INSTRUCTIONS TO FOLLOW => Using the data below, return all lines in which "translate" appears.

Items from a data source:
[Start of section]

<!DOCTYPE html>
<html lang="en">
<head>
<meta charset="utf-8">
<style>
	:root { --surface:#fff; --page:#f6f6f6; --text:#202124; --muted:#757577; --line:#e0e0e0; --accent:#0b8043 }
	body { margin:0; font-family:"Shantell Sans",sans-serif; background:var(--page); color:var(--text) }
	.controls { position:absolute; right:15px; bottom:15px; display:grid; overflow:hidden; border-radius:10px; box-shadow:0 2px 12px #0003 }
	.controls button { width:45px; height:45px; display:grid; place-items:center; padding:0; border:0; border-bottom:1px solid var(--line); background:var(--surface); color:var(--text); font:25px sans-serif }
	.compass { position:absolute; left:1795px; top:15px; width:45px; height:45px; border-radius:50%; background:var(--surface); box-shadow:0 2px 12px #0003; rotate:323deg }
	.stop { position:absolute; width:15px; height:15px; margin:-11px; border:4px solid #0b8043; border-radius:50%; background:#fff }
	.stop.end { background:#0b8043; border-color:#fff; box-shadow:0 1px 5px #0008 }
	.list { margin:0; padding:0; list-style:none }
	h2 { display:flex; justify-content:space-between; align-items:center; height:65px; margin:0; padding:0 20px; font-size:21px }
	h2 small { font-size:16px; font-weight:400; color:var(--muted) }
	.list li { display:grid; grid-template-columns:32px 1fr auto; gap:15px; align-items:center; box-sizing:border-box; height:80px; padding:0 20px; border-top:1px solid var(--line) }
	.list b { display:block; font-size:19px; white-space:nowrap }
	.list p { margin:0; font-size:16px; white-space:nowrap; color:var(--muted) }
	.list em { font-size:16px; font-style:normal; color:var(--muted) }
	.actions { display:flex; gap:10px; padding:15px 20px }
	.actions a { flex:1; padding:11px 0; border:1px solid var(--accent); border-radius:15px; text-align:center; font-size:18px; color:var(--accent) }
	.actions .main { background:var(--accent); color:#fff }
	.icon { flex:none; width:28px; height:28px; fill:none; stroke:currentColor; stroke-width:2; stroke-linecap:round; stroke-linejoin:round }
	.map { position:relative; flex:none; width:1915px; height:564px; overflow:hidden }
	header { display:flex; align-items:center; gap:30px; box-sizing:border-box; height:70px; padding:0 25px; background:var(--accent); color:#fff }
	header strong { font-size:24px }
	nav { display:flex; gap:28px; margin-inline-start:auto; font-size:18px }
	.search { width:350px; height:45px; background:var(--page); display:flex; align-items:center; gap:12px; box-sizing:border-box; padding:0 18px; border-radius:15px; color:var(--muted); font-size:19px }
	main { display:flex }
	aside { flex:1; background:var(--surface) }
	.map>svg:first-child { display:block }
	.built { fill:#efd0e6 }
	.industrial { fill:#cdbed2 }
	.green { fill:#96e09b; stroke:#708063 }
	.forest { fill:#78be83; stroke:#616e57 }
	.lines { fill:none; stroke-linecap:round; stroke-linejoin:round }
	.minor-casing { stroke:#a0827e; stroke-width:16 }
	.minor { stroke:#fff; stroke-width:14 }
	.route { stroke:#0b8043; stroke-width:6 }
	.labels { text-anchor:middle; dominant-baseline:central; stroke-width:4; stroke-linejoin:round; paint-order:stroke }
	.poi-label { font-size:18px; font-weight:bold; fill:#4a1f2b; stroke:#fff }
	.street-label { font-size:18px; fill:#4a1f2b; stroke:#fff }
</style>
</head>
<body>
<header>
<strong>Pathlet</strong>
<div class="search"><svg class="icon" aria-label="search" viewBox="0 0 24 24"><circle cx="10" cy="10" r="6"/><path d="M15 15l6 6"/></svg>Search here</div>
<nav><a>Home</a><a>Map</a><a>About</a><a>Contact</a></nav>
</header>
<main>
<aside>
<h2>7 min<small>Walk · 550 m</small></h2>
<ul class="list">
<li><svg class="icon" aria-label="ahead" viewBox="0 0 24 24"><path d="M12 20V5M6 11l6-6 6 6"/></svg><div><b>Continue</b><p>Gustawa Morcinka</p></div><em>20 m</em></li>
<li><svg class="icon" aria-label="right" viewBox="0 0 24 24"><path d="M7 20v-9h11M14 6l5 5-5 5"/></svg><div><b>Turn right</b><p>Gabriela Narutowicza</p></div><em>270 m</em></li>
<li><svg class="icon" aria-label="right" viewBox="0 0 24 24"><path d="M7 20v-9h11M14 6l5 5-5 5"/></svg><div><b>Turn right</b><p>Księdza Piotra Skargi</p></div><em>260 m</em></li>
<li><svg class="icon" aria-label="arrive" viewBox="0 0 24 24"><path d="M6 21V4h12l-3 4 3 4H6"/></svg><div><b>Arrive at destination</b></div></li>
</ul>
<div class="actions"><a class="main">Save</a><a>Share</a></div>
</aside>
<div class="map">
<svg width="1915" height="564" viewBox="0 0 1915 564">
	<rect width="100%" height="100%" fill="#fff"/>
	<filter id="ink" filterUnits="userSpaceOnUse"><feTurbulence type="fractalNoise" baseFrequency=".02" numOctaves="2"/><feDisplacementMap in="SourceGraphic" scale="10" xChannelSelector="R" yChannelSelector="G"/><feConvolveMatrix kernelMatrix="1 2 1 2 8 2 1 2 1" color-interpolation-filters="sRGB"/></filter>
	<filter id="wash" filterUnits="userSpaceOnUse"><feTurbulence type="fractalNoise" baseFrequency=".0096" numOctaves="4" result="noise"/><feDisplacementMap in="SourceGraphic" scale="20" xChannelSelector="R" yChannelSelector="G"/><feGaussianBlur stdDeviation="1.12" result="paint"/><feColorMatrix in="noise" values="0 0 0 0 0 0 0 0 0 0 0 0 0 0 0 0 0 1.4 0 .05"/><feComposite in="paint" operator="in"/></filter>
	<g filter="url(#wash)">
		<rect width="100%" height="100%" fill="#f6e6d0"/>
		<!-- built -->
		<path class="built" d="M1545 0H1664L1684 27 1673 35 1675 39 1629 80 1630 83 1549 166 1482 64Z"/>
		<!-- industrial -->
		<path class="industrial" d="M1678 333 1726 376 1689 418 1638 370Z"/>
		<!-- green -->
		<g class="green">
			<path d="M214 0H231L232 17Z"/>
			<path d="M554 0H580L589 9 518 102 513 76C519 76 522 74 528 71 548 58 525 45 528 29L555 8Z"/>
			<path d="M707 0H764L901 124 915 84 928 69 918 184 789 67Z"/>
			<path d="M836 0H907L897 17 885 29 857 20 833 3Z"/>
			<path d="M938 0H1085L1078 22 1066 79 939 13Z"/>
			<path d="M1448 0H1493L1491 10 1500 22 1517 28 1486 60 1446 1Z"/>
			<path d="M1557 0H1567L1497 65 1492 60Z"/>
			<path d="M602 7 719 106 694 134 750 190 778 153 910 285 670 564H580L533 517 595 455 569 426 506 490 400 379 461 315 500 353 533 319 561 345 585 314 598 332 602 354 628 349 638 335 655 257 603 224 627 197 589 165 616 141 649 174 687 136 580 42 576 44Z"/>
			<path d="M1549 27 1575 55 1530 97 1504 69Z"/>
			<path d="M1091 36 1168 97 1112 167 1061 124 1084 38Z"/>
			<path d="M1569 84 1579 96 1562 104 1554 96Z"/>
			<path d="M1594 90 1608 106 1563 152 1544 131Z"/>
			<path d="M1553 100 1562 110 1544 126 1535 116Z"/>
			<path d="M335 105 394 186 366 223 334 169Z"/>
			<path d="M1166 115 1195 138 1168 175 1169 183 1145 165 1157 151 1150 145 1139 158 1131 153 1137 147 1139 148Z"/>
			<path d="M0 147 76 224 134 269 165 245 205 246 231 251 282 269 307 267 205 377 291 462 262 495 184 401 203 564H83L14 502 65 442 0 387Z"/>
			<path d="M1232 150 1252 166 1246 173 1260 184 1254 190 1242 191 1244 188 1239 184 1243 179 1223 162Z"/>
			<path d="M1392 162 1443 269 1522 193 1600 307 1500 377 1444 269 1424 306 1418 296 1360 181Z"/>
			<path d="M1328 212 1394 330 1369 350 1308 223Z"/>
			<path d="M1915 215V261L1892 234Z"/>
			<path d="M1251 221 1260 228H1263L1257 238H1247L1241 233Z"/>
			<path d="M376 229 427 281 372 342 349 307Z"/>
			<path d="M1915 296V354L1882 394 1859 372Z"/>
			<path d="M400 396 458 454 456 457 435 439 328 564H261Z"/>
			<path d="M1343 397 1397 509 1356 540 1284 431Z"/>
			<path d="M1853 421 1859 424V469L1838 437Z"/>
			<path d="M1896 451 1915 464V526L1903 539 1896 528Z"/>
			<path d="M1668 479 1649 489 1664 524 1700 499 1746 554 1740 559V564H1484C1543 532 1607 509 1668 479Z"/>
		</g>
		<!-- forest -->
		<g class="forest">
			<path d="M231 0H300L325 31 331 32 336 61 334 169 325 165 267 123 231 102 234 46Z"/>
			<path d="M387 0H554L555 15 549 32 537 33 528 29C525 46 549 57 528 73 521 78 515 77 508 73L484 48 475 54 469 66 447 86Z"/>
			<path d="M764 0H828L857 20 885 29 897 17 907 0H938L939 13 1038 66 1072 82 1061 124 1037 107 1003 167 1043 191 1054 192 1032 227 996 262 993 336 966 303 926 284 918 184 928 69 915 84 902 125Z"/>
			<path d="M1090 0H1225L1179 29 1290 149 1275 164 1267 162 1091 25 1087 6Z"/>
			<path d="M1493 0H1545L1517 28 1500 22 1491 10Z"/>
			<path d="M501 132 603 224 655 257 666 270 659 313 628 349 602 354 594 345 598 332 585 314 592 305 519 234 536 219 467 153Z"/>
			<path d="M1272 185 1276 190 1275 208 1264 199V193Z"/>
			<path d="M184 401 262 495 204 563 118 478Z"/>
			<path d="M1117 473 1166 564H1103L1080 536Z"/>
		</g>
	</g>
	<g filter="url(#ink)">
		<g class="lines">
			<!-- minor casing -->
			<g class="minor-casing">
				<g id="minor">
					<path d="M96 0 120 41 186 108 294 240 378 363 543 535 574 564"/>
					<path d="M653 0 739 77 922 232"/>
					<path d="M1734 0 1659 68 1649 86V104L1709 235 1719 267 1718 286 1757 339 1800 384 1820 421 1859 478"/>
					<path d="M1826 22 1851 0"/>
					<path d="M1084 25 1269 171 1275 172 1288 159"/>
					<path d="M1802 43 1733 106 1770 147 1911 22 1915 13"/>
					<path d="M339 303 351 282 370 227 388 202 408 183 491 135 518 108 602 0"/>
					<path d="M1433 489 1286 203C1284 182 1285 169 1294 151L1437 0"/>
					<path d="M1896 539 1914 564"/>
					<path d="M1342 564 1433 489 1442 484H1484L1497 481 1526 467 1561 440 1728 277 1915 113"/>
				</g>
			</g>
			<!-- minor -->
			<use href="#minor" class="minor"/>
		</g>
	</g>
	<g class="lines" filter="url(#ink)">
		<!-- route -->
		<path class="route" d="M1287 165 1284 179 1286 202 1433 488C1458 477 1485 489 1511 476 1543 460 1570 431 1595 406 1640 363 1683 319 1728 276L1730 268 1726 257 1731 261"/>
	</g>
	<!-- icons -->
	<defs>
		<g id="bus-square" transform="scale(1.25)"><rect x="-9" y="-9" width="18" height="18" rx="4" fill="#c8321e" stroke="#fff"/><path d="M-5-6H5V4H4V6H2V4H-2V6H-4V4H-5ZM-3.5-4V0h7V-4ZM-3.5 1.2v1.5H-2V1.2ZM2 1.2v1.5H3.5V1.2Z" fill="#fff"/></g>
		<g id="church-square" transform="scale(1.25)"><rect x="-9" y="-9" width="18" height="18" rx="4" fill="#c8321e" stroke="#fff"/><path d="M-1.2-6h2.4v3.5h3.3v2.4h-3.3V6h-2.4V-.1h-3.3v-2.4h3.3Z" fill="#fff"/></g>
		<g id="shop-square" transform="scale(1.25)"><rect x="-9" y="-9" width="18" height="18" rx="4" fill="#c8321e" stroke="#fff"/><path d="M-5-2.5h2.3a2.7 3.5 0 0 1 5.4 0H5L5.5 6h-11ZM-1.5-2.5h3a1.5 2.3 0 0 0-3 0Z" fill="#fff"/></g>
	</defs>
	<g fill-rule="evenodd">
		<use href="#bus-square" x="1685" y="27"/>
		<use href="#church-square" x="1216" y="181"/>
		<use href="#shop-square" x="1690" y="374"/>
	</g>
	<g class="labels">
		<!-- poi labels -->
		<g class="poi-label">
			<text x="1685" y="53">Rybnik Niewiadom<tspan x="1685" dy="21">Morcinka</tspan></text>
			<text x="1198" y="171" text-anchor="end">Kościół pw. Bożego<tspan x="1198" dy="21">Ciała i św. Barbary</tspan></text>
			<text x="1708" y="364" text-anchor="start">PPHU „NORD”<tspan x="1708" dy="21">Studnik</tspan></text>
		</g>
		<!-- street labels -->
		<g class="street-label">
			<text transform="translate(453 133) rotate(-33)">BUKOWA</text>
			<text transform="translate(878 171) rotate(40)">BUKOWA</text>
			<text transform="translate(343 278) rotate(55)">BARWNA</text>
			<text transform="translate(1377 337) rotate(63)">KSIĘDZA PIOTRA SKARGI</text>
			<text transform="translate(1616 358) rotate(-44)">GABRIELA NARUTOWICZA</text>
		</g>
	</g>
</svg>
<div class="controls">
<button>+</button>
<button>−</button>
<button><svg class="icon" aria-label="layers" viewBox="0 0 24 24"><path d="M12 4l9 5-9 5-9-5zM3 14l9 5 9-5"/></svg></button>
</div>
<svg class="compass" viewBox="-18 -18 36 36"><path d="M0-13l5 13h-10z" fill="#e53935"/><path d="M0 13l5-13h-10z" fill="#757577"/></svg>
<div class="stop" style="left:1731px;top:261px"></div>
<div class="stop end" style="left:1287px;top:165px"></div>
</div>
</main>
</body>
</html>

[End of section]

SOLUTION TO THIS PROBLEM =>
			<text transform="translate(453 133) rotate(-33)">BUKOWA</text>
			<text transform="translate(878 171) rotate(40)">BUKOWA</text>
			<text transform="translate(343 278) rotate(55)">BARWNA</text>
			<text transform="translate(1377 337) rotate(63)">KSIĘDZA PIOTRA SKARGI</text>
			<text transform="translate(1616 358) rotate(-44)">GABRIELA NARUTOWICZA</text>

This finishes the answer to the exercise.